◆ Prompt ◆
Look through the records below and collect all lines that hold the string "roads".

*** Input data Section Begins ***

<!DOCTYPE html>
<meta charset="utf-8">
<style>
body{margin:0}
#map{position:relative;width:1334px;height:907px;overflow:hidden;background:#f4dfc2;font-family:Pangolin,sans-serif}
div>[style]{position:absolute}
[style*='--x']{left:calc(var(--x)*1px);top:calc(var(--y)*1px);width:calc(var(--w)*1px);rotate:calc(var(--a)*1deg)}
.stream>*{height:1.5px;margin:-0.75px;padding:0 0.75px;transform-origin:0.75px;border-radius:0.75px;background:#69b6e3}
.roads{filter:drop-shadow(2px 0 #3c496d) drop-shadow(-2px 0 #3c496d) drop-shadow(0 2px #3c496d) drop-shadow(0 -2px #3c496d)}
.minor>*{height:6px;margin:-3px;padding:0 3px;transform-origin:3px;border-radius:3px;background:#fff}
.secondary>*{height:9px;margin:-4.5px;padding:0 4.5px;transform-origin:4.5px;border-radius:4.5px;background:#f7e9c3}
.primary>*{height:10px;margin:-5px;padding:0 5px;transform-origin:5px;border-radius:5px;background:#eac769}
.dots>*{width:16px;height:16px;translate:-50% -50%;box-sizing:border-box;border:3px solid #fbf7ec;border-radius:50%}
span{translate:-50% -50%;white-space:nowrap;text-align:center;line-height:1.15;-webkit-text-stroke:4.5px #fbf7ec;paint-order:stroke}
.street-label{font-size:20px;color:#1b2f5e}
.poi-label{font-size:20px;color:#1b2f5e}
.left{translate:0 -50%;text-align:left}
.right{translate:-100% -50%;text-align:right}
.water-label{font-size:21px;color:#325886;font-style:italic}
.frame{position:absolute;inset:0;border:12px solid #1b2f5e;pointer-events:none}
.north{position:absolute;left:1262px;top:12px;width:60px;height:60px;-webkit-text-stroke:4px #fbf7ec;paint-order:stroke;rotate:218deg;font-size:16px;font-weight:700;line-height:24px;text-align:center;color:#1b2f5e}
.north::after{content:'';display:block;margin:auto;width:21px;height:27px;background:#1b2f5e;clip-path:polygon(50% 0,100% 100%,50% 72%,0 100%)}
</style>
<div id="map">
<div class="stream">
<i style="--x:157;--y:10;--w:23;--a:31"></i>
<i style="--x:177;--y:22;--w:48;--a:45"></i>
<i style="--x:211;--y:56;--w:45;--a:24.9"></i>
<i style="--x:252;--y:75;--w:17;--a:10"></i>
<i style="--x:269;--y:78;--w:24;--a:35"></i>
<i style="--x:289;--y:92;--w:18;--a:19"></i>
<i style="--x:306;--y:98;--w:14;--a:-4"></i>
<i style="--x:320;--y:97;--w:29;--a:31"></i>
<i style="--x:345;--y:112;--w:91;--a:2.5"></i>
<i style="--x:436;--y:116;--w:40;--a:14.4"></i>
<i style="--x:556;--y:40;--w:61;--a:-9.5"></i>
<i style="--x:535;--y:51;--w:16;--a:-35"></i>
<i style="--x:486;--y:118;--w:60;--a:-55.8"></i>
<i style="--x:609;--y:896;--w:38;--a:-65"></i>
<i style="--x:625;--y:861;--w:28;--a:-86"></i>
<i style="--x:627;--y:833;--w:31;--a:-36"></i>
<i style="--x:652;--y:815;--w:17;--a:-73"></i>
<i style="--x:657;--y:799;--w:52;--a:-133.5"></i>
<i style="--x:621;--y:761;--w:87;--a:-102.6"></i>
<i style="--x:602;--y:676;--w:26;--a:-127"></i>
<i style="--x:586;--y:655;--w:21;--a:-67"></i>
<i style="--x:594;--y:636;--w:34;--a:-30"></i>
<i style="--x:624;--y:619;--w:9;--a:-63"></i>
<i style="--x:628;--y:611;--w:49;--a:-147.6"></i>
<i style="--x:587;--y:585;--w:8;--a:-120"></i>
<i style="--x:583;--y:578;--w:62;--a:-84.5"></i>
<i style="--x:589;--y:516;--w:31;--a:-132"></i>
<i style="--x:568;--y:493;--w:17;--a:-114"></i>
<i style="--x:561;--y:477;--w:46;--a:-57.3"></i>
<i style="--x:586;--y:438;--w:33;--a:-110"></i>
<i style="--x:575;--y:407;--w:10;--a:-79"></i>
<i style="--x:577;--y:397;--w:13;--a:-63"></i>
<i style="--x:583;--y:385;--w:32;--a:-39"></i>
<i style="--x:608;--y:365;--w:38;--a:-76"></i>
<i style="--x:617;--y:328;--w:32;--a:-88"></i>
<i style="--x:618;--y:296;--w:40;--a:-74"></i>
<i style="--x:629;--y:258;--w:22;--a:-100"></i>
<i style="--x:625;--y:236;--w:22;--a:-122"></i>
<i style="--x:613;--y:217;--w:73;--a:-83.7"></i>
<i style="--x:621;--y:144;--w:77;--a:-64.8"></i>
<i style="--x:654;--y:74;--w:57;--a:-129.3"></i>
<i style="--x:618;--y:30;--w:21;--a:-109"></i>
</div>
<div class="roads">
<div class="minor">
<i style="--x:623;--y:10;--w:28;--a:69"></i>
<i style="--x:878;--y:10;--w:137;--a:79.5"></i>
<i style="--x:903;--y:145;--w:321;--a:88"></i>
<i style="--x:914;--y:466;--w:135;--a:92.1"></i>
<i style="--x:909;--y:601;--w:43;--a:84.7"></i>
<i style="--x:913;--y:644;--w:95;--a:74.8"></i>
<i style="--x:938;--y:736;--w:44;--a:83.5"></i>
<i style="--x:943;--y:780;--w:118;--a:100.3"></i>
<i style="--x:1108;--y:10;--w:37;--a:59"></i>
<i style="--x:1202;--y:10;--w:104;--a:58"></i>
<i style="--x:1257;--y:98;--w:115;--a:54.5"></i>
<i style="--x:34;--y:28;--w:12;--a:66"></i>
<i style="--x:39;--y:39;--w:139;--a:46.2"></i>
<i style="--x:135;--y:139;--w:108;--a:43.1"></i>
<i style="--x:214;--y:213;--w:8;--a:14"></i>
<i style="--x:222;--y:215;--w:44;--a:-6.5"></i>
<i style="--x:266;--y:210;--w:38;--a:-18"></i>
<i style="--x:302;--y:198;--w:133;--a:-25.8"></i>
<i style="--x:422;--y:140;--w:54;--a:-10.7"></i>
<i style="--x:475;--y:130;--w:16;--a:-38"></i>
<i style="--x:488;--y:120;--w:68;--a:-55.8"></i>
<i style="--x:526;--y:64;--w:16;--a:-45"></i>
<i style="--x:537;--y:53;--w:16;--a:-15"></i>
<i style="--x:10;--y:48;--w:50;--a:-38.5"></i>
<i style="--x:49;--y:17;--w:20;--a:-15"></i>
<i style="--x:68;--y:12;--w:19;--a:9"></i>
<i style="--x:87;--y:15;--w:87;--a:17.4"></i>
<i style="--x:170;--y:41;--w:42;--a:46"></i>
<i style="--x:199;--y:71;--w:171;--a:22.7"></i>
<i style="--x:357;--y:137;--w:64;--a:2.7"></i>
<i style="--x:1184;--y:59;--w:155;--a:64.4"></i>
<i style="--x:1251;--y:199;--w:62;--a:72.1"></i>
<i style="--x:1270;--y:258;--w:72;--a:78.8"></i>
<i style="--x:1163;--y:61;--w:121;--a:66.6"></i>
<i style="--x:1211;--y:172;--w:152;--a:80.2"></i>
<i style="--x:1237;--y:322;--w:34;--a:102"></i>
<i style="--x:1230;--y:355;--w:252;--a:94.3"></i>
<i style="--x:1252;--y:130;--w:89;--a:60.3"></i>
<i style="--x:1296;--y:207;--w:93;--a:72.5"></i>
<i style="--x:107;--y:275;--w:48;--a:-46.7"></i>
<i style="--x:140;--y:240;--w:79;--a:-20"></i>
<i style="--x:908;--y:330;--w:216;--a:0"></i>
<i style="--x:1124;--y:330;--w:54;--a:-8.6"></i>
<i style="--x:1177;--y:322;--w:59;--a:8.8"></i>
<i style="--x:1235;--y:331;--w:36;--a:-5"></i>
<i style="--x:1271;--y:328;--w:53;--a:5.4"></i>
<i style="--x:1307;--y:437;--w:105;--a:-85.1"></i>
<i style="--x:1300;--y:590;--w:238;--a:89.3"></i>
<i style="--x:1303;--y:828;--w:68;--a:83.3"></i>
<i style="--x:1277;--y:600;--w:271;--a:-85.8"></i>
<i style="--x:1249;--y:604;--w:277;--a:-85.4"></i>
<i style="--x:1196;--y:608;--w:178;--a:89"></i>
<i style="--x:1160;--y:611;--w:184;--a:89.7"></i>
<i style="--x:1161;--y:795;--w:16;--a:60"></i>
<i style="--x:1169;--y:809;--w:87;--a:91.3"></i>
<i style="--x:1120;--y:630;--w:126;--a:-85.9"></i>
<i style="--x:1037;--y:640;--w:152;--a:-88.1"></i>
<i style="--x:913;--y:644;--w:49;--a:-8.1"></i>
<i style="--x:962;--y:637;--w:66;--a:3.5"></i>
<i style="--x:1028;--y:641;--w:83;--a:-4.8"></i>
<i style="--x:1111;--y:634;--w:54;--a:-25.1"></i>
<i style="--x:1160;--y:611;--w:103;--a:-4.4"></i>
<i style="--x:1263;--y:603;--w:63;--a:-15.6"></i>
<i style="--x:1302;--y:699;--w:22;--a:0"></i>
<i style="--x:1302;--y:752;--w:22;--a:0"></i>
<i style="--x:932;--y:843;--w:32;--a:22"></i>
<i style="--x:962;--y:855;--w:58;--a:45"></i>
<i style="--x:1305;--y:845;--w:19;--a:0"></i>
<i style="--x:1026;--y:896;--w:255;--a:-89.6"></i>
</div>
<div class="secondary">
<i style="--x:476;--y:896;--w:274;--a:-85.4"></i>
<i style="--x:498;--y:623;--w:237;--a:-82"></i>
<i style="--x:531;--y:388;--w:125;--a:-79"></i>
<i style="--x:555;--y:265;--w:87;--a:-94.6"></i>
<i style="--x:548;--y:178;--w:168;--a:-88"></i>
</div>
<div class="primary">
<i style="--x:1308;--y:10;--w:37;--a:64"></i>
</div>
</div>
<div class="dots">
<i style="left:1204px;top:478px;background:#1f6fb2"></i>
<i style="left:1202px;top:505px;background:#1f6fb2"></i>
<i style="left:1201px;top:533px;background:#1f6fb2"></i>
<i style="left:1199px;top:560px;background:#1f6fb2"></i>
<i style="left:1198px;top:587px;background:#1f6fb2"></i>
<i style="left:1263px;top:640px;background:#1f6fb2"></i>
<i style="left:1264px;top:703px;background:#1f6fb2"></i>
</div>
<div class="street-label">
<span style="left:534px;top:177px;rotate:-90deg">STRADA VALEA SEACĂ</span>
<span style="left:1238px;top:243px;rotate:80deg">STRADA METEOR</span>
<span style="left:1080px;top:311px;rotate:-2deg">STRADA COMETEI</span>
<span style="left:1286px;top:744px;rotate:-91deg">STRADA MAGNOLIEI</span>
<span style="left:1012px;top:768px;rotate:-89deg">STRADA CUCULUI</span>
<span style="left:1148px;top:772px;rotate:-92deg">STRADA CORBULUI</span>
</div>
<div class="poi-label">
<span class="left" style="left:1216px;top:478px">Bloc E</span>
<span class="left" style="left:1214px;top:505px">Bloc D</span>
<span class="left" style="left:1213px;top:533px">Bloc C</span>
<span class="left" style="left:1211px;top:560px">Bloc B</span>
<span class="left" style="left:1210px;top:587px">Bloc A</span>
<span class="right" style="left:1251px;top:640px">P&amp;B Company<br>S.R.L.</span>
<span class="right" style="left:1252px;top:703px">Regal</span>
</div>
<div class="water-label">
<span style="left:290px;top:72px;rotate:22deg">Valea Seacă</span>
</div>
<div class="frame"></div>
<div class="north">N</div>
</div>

*** Input data Section Ends ***
*** Input data Section Begins ***

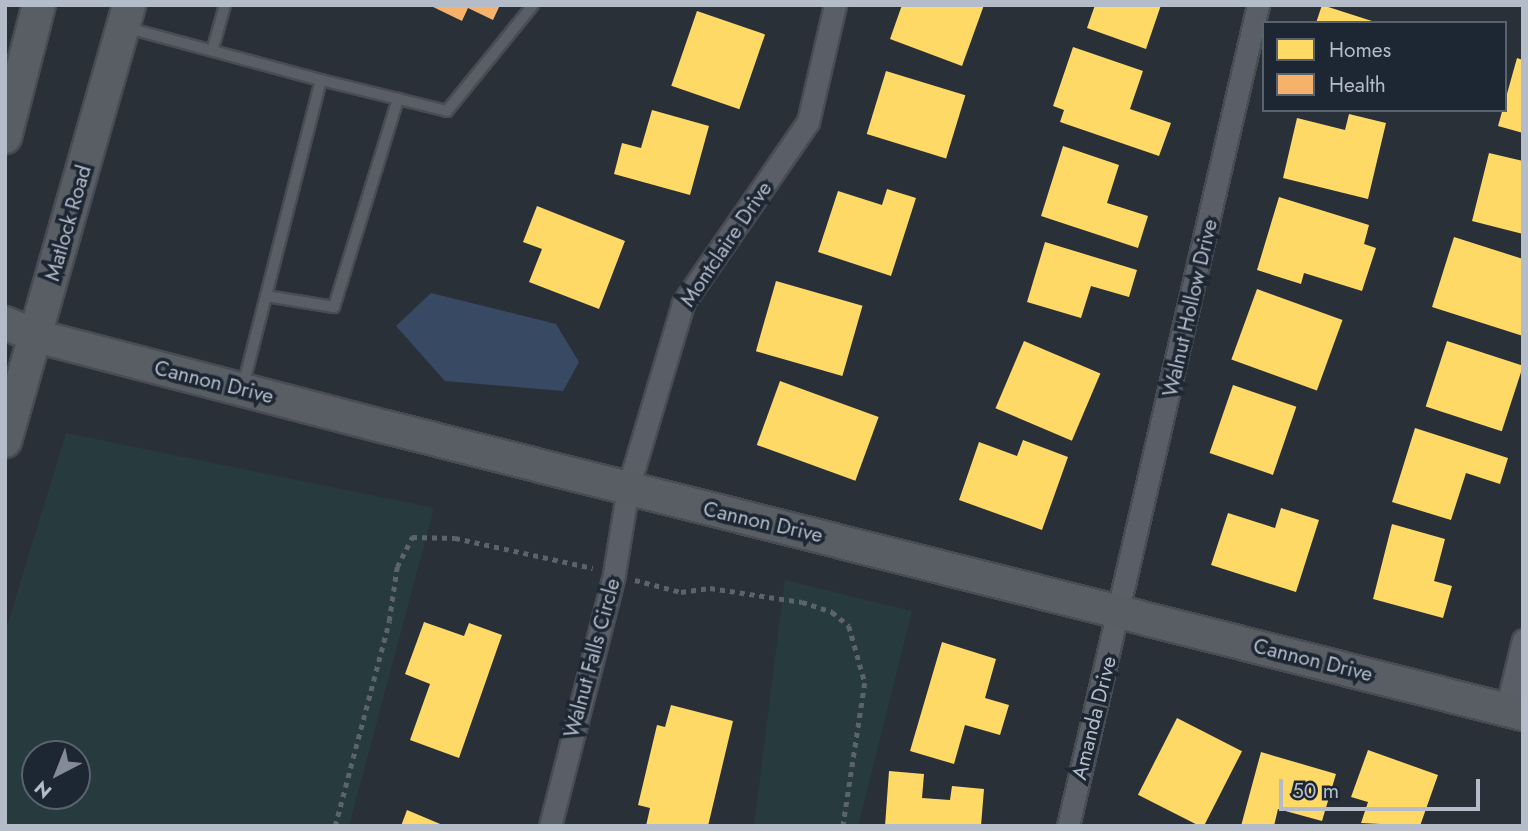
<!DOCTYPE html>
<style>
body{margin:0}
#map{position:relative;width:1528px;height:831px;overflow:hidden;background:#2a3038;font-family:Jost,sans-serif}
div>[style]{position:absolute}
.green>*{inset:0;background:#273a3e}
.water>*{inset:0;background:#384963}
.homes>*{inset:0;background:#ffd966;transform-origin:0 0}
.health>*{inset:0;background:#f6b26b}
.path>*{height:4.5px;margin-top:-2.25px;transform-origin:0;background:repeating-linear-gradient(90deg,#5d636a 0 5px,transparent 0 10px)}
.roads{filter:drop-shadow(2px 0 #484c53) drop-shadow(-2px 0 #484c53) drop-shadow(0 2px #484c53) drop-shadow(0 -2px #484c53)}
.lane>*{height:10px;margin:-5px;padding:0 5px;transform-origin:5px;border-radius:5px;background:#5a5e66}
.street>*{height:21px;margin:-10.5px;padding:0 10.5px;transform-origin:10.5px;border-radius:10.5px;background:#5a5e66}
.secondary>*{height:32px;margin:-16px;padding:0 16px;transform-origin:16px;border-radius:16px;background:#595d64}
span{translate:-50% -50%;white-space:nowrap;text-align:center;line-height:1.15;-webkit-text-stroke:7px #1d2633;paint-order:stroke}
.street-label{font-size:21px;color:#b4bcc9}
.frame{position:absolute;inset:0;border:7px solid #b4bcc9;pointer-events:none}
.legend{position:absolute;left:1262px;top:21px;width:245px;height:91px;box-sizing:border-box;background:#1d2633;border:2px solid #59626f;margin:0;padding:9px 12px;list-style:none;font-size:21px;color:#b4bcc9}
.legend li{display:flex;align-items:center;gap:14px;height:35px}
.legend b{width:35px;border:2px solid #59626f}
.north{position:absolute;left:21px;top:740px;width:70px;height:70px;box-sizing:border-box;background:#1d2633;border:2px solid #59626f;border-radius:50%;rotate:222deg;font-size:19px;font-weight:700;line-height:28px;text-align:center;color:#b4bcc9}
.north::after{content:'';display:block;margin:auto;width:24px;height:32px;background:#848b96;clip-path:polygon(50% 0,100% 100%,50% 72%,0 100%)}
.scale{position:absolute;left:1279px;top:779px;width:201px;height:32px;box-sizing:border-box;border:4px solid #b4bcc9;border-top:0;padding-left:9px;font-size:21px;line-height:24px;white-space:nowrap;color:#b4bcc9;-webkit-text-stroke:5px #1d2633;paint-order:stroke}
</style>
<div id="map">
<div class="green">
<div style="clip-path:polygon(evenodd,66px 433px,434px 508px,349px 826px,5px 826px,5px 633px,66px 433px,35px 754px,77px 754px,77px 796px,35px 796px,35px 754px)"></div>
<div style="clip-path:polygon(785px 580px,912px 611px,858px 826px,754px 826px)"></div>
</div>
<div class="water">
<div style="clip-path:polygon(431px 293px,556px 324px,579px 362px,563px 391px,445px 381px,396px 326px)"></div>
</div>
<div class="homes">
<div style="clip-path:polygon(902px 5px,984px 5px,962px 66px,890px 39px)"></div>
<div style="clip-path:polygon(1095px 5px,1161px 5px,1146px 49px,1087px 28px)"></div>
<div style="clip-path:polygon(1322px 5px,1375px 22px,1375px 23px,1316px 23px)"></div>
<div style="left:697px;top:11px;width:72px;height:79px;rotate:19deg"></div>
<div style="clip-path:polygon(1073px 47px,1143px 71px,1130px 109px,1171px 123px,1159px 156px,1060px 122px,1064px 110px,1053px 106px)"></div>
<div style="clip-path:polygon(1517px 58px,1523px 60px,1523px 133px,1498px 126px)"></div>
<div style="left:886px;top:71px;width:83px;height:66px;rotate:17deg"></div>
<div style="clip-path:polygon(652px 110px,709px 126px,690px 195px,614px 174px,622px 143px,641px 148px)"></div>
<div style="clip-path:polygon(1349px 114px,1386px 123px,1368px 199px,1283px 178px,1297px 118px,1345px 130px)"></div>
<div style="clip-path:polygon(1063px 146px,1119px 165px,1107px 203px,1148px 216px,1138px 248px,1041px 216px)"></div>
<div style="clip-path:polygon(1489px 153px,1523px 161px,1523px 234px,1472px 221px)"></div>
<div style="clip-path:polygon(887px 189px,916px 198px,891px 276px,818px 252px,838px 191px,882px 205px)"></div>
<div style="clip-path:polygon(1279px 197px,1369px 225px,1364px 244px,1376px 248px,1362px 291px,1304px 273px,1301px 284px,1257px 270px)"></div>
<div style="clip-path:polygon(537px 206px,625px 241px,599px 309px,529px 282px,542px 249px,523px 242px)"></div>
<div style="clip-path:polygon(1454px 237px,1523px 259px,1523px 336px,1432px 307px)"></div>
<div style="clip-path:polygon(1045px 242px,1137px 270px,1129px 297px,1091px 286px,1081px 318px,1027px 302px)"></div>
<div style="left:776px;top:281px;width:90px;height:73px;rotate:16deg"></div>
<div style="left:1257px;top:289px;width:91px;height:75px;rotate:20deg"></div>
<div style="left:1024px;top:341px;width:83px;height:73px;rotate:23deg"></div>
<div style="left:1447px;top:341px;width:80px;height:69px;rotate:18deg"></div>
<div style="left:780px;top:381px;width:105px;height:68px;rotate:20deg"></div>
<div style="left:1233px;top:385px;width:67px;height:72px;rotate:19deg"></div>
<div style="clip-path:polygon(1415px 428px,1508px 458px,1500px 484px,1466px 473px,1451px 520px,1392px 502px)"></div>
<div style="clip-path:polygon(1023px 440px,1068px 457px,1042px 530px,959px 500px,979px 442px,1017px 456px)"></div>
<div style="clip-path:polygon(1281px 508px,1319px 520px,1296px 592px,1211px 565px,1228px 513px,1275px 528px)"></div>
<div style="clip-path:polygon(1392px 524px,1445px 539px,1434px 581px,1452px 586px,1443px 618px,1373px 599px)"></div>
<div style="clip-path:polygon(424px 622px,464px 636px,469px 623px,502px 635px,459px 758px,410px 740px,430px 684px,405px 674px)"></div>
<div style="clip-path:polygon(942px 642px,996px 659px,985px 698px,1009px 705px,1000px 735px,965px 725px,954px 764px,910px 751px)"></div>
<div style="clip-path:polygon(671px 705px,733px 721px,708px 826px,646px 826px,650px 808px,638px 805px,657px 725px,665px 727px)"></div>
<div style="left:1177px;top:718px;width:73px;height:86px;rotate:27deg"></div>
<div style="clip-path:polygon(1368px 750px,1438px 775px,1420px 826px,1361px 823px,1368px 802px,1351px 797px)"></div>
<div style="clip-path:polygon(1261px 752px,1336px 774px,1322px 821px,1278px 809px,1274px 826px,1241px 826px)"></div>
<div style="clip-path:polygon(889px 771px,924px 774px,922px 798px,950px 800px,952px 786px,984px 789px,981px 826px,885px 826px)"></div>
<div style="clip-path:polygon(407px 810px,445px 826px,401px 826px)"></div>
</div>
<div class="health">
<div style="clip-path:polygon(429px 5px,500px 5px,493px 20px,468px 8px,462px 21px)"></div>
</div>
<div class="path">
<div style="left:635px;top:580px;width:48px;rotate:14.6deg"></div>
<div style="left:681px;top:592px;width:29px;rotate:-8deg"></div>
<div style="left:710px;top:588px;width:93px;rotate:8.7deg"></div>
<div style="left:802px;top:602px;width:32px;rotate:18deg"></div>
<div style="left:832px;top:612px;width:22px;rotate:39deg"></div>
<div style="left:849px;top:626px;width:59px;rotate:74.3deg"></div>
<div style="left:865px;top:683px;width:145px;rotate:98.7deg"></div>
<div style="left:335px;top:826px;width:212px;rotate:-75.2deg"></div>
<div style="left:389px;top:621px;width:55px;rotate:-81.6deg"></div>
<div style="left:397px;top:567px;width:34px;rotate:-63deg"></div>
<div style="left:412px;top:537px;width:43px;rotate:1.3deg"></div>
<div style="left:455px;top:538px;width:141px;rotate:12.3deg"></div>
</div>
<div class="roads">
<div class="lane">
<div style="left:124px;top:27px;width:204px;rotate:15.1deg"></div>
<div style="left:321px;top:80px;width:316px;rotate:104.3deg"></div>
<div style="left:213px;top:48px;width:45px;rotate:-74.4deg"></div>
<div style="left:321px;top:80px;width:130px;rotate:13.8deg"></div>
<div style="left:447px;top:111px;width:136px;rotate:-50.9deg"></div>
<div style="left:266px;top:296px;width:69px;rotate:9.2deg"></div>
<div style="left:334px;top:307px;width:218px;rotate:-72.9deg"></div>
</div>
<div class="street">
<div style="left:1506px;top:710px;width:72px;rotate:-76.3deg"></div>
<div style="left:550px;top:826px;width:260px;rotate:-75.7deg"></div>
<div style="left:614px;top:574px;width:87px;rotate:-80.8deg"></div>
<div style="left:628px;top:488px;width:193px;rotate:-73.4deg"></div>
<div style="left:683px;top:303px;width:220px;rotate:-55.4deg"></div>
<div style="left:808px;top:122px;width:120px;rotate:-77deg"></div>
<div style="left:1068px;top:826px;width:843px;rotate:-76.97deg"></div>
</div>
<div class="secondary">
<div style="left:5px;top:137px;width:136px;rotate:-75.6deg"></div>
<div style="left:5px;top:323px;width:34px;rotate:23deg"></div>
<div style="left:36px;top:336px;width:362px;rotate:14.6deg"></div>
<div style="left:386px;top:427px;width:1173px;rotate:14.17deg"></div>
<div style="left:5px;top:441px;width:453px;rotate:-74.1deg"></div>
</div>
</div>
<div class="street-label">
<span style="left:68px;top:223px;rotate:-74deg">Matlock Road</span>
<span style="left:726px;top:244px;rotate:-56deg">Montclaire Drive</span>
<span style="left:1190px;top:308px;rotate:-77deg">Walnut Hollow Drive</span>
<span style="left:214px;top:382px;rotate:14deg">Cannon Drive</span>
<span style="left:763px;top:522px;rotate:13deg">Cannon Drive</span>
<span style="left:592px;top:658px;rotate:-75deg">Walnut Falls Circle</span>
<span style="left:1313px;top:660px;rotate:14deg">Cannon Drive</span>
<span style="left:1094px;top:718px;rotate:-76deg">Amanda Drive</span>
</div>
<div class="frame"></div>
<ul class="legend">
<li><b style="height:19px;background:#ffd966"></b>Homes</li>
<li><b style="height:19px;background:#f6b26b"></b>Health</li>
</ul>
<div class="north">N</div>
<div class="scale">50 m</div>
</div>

*** Input data Section Ends ***

◆ Response area ◆
.roads{filter:drop-shadow(2px 0 #3c496d) drop-shadow(-2px 0 #3c496d) drop-shadow(0 2px #3c496d) drop-shadow(0 -2px #3c496d)}
<div class="roads">
.roads{filter:drop-shadow(2px 0 #484c53) drop-shadow(-2px 0 #484c53) drop-shadow(0 2px #484c53) drop-shadow(0 -2px #484c53)}
<div class="roads">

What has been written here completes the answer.